[Provided records]

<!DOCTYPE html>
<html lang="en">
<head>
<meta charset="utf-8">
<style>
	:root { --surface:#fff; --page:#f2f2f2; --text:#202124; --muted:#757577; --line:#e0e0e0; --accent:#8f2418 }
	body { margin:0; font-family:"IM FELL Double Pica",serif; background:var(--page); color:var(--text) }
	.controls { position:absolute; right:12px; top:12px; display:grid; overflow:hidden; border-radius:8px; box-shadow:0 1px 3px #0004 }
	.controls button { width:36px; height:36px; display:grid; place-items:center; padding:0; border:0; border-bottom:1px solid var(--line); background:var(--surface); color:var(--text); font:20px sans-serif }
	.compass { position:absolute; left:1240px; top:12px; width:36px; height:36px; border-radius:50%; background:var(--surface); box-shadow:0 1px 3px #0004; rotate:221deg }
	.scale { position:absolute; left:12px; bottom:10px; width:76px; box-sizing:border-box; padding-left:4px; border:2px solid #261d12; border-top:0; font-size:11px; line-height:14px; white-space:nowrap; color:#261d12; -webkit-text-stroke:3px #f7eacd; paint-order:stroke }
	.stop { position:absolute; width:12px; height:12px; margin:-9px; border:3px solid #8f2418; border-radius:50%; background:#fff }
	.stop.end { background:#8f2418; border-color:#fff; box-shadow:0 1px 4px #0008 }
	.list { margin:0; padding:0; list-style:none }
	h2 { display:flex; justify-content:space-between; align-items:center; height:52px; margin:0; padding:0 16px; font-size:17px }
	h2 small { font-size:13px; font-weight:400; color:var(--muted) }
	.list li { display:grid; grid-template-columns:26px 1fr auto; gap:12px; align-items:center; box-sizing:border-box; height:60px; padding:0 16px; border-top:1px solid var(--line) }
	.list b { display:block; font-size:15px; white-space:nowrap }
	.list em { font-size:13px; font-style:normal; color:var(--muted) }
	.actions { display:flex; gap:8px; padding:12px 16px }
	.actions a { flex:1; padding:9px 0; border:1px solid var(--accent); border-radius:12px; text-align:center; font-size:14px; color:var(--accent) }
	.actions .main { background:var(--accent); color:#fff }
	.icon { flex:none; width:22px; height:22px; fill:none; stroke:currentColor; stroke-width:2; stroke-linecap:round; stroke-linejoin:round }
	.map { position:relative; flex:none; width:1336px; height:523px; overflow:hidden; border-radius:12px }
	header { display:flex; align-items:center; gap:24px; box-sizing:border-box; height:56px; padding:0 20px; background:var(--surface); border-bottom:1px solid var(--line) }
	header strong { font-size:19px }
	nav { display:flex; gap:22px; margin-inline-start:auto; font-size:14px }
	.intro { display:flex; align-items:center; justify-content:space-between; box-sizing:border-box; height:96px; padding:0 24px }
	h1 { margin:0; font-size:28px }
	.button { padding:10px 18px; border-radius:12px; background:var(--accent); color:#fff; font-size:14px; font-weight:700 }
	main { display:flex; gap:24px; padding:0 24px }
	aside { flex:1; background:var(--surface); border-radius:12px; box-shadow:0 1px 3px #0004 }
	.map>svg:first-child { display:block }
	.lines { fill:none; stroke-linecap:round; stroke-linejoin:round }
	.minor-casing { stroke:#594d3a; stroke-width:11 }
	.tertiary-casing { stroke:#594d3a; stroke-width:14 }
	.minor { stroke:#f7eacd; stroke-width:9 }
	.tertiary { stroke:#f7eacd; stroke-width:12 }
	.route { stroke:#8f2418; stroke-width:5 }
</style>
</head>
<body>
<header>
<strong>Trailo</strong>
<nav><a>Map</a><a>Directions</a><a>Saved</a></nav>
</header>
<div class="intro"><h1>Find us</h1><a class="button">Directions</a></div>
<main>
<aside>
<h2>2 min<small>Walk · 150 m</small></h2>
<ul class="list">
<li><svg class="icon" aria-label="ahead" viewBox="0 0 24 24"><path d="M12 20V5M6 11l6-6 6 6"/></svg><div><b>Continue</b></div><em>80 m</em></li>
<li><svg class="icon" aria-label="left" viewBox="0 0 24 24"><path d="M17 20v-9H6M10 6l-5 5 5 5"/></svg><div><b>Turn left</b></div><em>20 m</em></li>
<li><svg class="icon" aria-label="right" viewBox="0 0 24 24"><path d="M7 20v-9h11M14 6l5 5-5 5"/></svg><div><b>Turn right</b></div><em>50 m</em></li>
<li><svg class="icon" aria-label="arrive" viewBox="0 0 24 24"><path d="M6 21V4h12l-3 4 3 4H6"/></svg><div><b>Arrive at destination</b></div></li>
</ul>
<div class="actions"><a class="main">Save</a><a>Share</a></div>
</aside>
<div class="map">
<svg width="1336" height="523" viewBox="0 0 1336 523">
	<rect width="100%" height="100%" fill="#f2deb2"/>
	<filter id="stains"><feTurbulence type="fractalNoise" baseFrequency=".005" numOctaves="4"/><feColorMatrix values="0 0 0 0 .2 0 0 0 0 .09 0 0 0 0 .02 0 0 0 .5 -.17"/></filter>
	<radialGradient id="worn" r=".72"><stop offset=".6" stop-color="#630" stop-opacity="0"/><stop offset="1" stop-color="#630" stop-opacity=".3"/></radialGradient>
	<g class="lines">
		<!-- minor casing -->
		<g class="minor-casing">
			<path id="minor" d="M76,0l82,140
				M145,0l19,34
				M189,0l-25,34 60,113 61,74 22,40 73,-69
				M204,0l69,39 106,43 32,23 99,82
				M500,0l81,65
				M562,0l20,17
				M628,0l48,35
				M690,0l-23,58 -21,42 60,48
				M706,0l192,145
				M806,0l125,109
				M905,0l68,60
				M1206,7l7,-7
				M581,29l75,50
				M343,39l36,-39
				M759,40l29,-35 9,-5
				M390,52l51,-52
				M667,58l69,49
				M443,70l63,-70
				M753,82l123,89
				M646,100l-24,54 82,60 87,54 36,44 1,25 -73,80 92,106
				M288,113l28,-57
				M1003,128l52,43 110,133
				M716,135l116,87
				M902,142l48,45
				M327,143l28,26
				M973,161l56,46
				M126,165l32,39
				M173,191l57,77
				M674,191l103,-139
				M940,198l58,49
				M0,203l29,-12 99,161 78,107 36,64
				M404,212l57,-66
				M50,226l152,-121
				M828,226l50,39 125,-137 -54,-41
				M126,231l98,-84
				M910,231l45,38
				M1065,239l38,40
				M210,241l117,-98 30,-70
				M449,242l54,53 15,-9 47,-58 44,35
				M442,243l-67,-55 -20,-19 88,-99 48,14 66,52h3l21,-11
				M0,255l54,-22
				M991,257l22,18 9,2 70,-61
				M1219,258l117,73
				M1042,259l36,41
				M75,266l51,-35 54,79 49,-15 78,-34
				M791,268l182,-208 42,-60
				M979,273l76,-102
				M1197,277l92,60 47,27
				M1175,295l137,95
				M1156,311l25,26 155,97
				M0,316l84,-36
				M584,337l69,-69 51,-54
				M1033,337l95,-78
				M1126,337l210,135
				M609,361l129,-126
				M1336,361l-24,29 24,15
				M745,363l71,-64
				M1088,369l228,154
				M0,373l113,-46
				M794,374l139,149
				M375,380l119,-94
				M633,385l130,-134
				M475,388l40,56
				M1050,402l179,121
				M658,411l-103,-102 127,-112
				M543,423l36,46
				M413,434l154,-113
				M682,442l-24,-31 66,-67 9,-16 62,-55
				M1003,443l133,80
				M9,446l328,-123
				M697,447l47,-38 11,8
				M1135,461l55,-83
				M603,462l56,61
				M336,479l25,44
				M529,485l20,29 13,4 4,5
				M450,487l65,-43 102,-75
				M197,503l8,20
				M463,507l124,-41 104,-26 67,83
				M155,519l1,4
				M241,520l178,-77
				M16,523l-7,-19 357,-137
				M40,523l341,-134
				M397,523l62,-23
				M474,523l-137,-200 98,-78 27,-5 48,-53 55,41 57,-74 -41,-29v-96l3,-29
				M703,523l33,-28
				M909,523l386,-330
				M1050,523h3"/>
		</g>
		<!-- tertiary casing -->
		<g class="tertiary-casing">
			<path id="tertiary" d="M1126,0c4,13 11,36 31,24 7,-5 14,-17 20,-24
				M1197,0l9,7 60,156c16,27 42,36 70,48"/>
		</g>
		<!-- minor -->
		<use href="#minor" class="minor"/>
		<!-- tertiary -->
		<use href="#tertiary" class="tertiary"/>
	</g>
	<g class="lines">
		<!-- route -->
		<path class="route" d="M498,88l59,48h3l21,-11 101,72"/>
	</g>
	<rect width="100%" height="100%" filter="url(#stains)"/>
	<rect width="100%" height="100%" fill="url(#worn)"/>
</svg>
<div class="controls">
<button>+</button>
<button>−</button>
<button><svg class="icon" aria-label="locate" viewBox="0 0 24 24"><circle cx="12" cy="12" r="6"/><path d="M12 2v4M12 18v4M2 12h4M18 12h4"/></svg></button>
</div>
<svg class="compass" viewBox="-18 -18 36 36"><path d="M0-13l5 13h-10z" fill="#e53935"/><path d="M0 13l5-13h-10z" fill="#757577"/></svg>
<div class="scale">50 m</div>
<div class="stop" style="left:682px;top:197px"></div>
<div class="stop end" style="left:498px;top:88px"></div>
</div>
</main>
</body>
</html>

[/Provided records]

**Aim of the task**: Please tally the lines above that include the word "serif" and answer with the number by itself.

**Written solution**: 2